═══ Information given ═══
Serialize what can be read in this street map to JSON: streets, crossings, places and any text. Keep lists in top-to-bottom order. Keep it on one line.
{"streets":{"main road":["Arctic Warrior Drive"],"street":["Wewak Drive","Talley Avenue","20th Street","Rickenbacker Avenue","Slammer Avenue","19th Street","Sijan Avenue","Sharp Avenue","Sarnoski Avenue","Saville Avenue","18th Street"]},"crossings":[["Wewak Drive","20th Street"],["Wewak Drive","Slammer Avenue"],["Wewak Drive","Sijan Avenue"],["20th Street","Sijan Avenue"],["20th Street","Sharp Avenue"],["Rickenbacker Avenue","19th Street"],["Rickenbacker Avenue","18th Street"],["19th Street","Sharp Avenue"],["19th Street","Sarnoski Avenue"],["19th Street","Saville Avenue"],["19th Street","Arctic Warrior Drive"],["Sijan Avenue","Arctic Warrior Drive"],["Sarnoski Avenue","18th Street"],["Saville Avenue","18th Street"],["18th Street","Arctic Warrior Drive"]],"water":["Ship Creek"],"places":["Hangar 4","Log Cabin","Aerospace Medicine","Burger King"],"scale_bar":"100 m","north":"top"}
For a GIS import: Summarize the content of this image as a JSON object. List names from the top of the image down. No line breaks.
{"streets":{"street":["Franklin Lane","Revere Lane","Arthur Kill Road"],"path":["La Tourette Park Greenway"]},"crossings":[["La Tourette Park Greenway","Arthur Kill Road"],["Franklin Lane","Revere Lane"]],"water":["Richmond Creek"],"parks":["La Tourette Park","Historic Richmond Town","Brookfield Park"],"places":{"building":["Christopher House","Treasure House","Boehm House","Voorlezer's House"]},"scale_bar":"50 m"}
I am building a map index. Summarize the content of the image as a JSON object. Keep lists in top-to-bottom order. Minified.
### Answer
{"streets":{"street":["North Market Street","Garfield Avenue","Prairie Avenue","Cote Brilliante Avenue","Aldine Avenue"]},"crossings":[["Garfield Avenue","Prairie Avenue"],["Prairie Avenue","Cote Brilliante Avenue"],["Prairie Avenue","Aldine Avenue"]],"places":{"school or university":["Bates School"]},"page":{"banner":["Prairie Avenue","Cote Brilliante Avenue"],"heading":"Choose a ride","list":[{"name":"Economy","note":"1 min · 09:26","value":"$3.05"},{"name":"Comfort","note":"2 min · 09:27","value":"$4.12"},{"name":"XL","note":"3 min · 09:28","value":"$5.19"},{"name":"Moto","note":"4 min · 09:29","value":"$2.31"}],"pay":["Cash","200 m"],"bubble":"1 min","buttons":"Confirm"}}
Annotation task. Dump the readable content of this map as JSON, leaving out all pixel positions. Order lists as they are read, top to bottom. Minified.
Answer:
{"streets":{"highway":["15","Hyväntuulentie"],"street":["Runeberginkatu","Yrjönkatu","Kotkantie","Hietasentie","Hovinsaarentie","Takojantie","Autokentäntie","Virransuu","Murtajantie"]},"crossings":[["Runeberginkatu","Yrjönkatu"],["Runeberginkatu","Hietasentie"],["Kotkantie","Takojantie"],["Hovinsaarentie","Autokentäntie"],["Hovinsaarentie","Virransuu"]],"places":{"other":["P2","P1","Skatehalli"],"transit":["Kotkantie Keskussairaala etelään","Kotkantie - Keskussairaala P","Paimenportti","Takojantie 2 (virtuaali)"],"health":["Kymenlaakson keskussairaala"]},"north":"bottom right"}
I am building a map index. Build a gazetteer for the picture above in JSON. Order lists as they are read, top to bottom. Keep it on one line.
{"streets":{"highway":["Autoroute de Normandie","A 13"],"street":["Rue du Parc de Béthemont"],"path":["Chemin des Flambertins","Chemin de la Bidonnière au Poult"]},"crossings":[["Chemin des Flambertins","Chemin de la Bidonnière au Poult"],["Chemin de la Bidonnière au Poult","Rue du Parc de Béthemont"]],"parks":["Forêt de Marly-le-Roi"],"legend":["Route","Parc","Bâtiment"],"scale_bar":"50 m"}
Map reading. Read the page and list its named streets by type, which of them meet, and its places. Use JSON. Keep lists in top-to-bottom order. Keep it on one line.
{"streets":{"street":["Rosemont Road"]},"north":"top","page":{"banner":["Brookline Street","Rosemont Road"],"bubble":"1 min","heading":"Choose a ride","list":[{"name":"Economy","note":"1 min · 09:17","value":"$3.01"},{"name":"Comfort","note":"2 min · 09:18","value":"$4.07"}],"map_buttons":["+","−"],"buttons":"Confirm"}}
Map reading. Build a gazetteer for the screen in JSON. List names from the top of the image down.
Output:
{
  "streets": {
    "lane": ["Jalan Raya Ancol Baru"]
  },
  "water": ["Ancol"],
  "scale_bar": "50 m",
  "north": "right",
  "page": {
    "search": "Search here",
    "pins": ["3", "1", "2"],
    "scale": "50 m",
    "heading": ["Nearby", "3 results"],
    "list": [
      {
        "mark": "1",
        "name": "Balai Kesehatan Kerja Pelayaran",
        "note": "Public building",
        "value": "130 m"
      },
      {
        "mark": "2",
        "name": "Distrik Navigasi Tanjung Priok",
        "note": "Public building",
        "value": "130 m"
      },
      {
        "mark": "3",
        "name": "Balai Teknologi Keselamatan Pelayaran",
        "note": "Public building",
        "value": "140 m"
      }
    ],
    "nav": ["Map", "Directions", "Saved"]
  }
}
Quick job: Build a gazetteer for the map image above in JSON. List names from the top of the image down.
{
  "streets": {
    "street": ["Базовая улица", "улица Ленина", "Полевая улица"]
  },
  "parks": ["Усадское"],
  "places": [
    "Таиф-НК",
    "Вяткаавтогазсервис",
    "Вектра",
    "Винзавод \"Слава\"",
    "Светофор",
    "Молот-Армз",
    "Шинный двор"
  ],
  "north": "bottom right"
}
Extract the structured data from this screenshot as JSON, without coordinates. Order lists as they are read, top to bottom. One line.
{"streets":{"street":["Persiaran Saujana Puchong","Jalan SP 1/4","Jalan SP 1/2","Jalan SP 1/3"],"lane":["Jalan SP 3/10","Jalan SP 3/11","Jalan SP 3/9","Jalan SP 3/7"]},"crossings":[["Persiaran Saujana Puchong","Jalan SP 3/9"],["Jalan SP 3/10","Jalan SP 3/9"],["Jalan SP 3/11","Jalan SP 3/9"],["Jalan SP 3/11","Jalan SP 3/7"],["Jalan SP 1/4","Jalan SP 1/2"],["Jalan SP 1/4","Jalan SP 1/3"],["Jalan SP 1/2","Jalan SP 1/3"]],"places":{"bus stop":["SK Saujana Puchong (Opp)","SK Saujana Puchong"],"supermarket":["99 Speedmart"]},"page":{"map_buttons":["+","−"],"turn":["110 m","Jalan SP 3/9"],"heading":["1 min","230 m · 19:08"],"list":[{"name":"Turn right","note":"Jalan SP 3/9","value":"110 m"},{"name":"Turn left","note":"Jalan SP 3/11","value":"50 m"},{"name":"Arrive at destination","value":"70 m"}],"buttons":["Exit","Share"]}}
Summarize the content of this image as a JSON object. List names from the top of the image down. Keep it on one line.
═══
Filter the entries down to the lines that hold "Minified". Copy those lines.

I am building a map index. Summarize the content of the image as a JSON object. Keep lists in top-to-bottom order. Minified.
Annotation task. Dump the readable content of this map as JSON, leaving out all pixel positions. Order lists as they are read, top to bottom. Minified.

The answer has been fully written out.